◆ **Brief**: When the string "JSON" occurs in a line of the listing below, return that line.

◆ **Dataset content**:
Content starts
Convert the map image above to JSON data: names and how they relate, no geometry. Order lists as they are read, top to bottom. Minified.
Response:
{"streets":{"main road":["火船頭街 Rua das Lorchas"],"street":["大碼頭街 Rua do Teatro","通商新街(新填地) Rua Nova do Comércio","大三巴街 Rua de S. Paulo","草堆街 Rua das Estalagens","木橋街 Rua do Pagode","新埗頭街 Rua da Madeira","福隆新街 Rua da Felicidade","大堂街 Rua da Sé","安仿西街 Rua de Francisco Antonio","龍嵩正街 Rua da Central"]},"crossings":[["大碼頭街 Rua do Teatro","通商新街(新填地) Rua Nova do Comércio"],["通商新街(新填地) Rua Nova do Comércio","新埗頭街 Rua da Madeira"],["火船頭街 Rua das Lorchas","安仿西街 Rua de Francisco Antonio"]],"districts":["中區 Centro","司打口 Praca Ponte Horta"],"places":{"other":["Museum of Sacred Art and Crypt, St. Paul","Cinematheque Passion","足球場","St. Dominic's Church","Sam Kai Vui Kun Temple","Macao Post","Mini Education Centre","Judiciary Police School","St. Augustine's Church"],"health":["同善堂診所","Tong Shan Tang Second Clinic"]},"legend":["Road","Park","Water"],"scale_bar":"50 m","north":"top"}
Content ends
Content starts
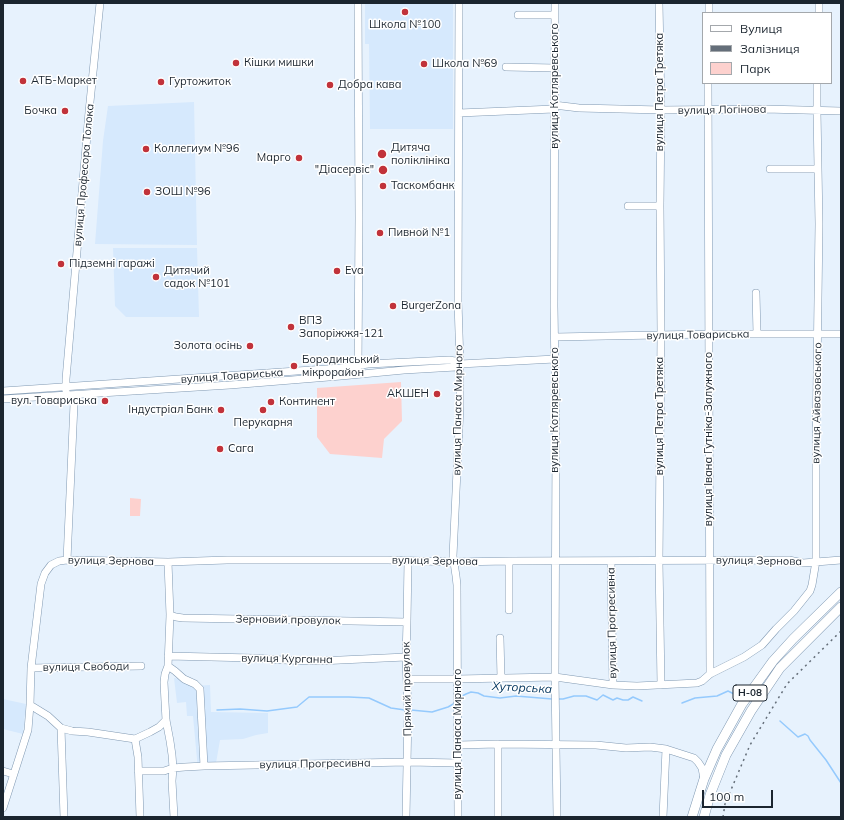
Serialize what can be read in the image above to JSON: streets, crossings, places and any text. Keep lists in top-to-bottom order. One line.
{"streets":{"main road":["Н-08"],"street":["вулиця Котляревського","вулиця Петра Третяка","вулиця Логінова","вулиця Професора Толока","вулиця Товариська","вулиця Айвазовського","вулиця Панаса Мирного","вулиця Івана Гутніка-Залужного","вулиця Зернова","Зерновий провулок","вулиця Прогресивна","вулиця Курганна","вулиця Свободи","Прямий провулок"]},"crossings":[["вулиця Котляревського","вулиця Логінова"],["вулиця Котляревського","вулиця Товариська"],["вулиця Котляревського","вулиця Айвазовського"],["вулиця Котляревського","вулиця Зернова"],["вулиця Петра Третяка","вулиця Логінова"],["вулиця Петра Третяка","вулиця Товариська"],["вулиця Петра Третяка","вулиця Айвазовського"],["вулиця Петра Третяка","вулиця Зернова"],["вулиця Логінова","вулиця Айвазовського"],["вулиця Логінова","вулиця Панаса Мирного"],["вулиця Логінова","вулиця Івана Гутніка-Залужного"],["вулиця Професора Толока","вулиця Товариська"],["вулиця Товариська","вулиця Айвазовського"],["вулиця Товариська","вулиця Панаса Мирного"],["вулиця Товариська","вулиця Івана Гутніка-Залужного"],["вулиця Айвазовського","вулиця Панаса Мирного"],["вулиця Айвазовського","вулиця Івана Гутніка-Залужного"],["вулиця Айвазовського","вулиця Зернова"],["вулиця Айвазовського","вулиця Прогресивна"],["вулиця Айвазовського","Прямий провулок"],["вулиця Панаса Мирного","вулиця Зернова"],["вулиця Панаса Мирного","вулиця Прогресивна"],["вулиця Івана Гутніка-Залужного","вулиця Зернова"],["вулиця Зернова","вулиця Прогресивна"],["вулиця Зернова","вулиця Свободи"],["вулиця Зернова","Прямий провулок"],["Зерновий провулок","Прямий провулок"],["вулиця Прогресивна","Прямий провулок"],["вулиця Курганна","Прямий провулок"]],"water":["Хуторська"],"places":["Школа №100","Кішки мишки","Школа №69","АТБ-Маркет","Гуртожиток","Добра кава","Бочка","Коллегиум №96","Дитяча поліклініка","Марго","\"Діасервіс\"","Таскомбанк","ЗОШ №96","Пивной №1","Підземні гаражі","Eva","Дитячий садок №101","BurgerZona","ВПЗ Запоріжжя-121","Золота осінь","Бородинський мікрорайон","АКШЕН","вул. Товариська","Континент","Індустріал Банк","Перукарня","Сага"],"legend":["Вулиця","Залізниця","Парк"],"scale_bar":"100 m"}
Content ends
◆ **Result for this exercise**:
Convert the map image above to JSON data: names and how they relate, no geometry. Order lists as they are read, top to bottom. Minified.
Serialize what can be read in the image above to JSON: streets, crossings, places and any text. Keep lists in top-to-bottom order. One line.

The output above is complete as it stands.